Anders Kellström, project manager for Volvo’s participation in the platooning challenge, says the platoon enjoyed a “fantastic” reaction from the public.
“In Denmark, families were sitting with picnics along the side of the road to see us drive by,” he says.
“We drove in a convoy for over 1,500 km on public roads and gained a lot of great experience, not just about the technology, but also about traffic environment,” he continues.
“Everything went totally according to plan, which is a great feeling.”
Kellström explains that the purpose of the truck platoon challenge was to highlight the changes required in European transport legislation to facilitate platooning.
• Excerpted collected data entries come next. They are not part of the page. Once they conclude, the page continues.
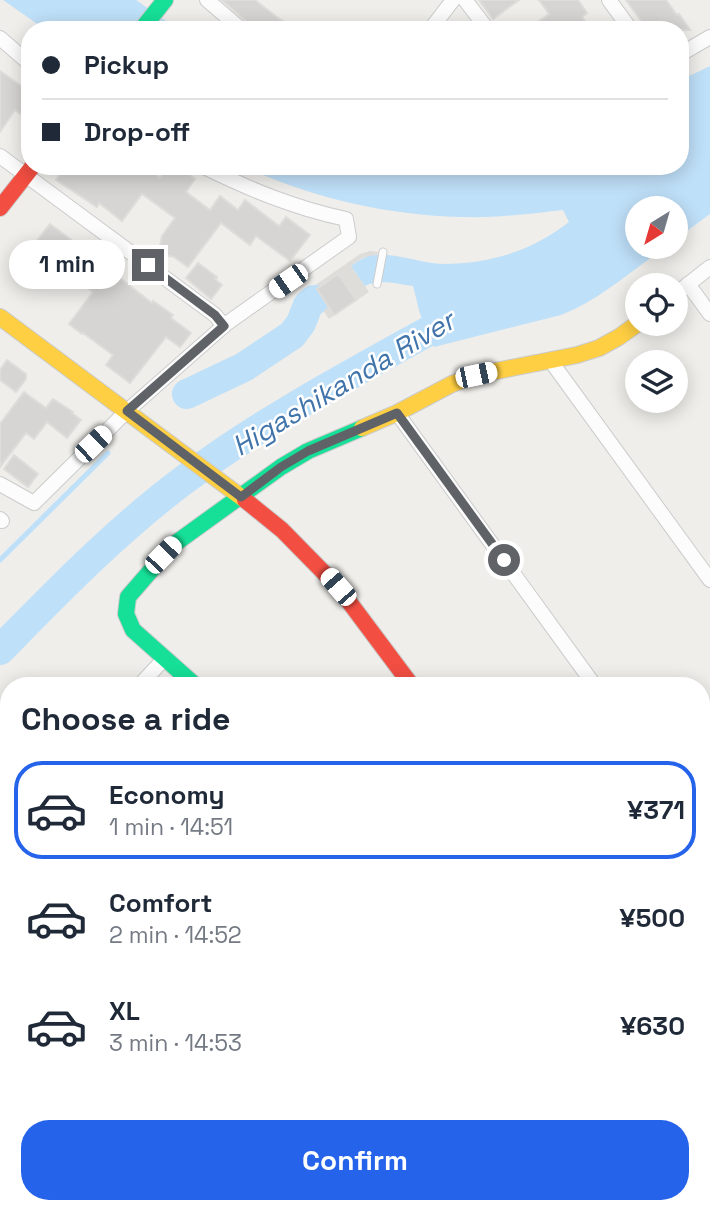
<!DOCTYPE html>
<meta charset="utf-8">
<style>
body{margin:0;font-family:"Space Grotesk",sans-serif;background:#f6f6f7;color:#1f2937;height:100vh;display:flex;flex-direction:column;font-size:26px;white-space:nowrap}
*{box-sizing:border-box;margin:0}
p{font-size:23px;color:#747a83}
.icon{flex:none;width:38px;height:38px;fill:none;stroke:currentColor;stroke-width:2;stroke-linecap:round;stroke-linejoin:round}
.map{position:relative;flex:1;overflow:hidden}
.side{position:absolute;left:0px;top:677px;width:710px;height:537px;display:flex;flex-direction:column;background:#fff;border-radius:28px 28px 0 0;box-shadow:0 4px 18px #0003}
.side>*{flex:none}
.hud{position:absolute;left:21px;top:21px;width:668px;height:154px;border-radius:28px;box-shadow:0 4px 18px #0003;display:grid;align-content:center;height:154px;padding:0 21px;background:#fff}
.needle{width:46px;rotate:217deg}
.controls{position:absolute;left:625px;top:196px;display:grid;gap:14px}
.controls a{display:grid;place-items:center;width:63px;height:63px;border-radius:50%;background:#fff;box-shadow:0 4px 18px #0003;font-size:35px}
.end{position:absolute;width:32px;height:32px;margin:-16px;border:9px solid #5f6368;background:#fff;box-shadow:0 0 0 4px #fff}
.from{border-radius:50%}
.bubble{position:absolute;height:49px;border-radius:24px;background:#fff;box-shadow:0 4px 18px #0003;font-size:23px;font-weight:600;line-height:49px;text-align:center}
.car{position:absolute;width:21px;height:42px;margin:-21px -10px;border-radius:9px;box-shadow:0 0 5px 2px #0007;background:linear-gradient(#fff 24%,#345 0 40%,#fff 0 76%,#345 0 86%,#fff 0)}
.hud b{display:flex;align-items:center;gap:24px;height:66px;font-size:26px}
.hud b+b{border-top:2px solid #e0e1e3}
.hud i{width:18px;height:18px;background:#1f2937}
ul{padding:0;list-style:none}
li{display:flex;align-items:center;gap:21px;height:98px;margin:0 14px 10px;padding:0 7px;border:4px solid transparent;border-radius:28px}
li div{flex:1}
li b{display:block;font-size:26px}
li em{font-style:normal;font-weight:600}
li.current{border-color:#2563eb}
li>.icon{width:63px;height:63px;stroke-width:1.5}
h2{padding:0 21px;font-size:32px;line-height:84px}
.cta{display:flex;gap:14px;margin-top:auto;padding:14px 21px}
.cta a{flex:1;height:80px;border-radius:28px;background:#2563eb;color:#fff;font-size:28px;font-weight:600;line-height:80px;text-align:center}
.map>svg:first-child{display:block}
.industrial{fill:#dfddda}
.water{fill:#bfe0f9}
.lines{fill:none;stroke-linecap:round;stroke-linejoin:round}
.stream{stroke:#bfe0f9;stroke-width:5}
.river{stroke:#bfe0f9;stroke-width:30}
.building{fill:#d6d5d3;stroke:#deddd9;stroke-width:2}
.lane-casing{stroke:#cbcccc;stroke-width:9}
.street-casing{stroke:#cbcccc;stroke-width:16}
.fast-casing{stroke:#cacacb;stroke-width:18}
.slow-casing{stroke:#cacacb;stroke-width:18}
.jam-casing{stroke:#cacacb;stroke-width:18}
.lane{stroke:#fdfcfc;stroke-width:7}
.street{stroke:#fdfcfc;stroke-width:14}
.fast{stroke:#16e098;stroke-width:16}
.slow{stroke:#ffcf43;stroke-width:16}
.jam{stroke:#f24e42;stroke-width:16}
.route{stroke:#5f6368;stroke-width:9}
.labels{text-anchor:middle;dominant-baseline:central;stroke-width:5;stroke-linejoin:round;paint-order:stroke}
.water-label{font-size:28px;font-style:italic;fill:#4174aa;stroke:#fff}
</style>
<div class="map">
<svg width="710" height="1213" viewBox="0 0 710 1213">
<rect width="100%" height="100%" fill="#efeeea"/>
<path class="industrial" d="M370 251 378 252 377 255 362 258 351 266 369 292 329 319 312 295 307 298 304 293 360 254Z"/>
<g class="water">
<path d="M3 0H136L179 30H46Z"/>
<path d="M710 66V214L676 239V208H637V247H665C632 271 599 300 561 315L434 347 420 314 413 286C397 284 379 278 365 286L351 266C357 262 363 257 370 256 395 251 419 264 444 264 491 264 533 250 569 222L563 210C529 214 496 218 461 217 386 215 311 198 243 166H681V80Z"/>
</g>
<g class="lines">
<g class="stream">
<path d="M0 560 108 453"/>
<path d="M0 1079 9 1087"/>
<path d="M137 1206 139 1207"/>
<path d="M492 1213 502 1206"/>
</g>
<g class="river">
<path d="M187 394 244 367 292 335 301 323 308 305 314 300"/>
<path d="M0 650C59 590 117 530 184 480 271 415 368 365 463 312"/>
</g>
</g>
<g class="building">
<path d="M222 0H255L278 18 299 30H256Z"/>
<path d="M479 0H519L493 19Z"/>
<path d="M539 0H578L587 13 582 17 591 30H526L549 14Z"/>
<path d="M626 0H666L677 15 679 14 690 30H648Z"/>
<path d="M0 71 30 92V121L15 110 0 132Z"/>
<path d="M66 166H145L160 178 169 166H177L195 179 186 192 210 210 220 196 238 210 245 200 279 226 286 217 310 235 290 261 256 236 250 245 221 223 188 267 174 257 165 255 160 246 162 236 175 218 142 194 122 221 99 203 97 207 56 180Z"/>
<path d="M50 224 71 240 66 247 88 262 102 243 117 255 107 268 152 303 153 301 173 315 171 318 191 333 180 347 166 337 130 383 106 365 113 355 83 333 82 334 69 324 93 292 54 263 45 275 24 258Z"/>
<path d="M198 263 217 277 215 279 222 285 211 299 186 278Z"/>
<path d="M338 274 356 300 334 315 317 289Z"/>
<path d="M7 360 26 374V379L16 392 0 380V370Z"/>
<path d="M24 392 46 408 53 399 73 412 72 413 81 420 67 438 47 422 34 439 26 433 0 467V424Z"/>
<path d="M14 455 38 474 28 487 4 469Z"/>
</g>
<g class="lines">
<defs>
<path id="lane" d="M377 284 383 252"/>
<g id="street">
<path d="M207 0 242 30"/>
<path d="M465 0 488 30"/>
<path d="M609 0 631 30"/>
<path d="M430 30 453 0"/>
<path d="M0 38 30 64"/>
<path d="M681 54 710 37"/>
<path d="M0 156 215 315 224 326"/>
<path d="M688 284 710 314"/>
<path d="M676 294 710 267"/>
<path d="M550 360 710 580"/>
<path d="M397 413 595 686"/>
<path d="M0 484 34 503 127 411 226 324 349 237 346 219C294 208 249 189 202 166"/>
<path d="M0 519 2 521"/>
<path d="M139 686 165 658"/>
<path d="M0 837 9 828"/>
<path d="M702 883 710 895"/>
<path d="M0 892 9 900"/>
<path d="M702 997 710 986"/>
<path d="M338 1206 346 1213"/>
<path d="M197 1213 204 1206"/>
<path d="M515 1213 525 1206"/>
</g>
<g id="fast">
<path d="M141 30 165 0"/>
<path d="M196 686 133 630 126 614 128 597 173 545 281 467 308 451 362 428"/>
<path d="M147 1213 154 1206"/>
</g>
<g id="slow">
<path d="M0 317 245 500"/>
<path d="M362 428 397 413 452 384 476 375 577 355 599 348 619 337 637 324"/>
<path d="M702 726 710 721"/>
</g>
<g id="jam">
<path d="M0 208 33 166"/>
<path d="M245 500 282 530 338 587 412 686"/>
</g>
</defs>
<use href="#lane" class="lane-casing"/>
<use href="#street" class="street-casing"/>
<use href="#fast" class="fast-casing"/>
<use href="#slow" class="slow-casing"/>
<use href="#jam" class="jam-casing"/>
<use href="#lane" class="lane"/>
<use href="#street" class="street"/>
<use href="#fast" class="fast"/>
<use href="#slow" class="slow"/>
<use href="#jam" class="jam"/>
</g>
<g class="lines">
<path class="route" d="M148 265 215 315 224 326 127 411 241 497 281 467 308 451 397 413 504 560"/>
</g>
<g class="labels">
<g class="water-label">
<text transform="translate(343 383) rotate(-31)">Higashikanda River</text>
</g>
</g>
</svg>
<div class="controls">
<a><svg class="needle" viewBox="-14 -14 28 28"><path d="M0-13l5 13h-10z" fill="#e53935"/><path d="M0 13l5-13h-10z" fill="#747a83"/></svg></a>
<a><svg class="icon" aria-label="locate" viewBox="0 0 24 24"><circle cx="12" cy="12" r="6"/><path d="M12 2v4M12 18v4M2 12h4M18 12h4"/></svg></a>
<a><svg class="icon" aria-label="layers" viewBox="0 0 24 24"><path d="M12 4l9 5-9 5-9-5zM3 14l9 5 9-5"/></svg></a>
</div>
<i class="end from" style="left:504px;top:560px"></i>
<i class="end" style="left:148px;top:265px"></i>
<div class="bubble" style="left:9px;top:240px;width:116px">1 min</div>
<i class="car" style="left:288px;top:281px;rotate:235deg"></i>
<i class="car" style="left:476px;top:375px;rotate:78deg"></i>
<i class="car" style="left:93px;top:444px;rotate:46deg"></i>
<i class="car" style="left:163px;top:555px;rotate:44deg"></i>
<i class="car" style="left:338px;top:587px;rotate:319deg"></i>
<div class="hud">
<b><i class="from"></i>Pickup</b>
<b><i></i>Drop-off</b>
</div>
<section class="side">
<h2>Choose a ride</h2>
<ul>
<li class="current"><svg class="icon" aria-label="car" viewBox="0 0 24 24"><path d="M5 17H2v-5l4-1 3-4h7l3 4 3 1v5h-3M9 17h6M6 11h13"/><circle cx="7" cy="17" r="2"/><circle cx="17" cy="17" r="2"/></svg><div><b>Economy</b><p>1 min · 14:51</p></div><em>¥371</em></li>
<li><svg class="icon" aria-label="car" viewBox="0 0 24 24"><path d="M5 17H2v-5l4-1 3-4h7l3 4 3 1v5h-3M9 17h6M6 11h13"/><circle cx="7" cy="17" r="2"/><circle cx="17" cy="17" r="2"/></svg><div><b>Comfort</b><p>2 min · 14:52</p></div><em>¥500</em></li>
<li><svg class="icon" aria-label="car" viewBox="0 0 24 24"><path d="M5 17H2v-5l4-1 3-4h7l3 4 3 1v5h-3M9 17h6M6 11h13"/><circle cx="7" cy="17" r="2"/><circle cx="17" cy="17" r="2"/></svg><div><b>XL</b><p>3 min · 14:53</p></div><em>¥630</em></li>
</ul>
<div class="cta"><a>Confirm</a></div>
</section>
</div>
It is currently not possible to utilise the advantages of platooning on Europe’s roads, since legislation in the various countries governing the driving distance between trucks differs, he said.
“We have now created a unique collaboration in terms of future transport solutions that goes beyond both national and organisational boundaries,” states Andreas Svenungsson, head of public affairs at Volvo Group.
“We note that there are varying interpretations of laws in different countries with regard to self-driving vehicles, but we feel that the collaboration ... is an important step toward increased harmonization and more efficient transportation.”
Platooning involves trucks driving closely behind each other while communicating wirelessly – resulting in improved fuel economy due to the reduction in aerodynamic drag.
By communicating with each other wirelessly, the trucks automatically match each other’s speed and braking, with reaction times reduced to zero.
This in turns leads to improved safety and a reduced ‘wave effect’ linked to traffic congestion.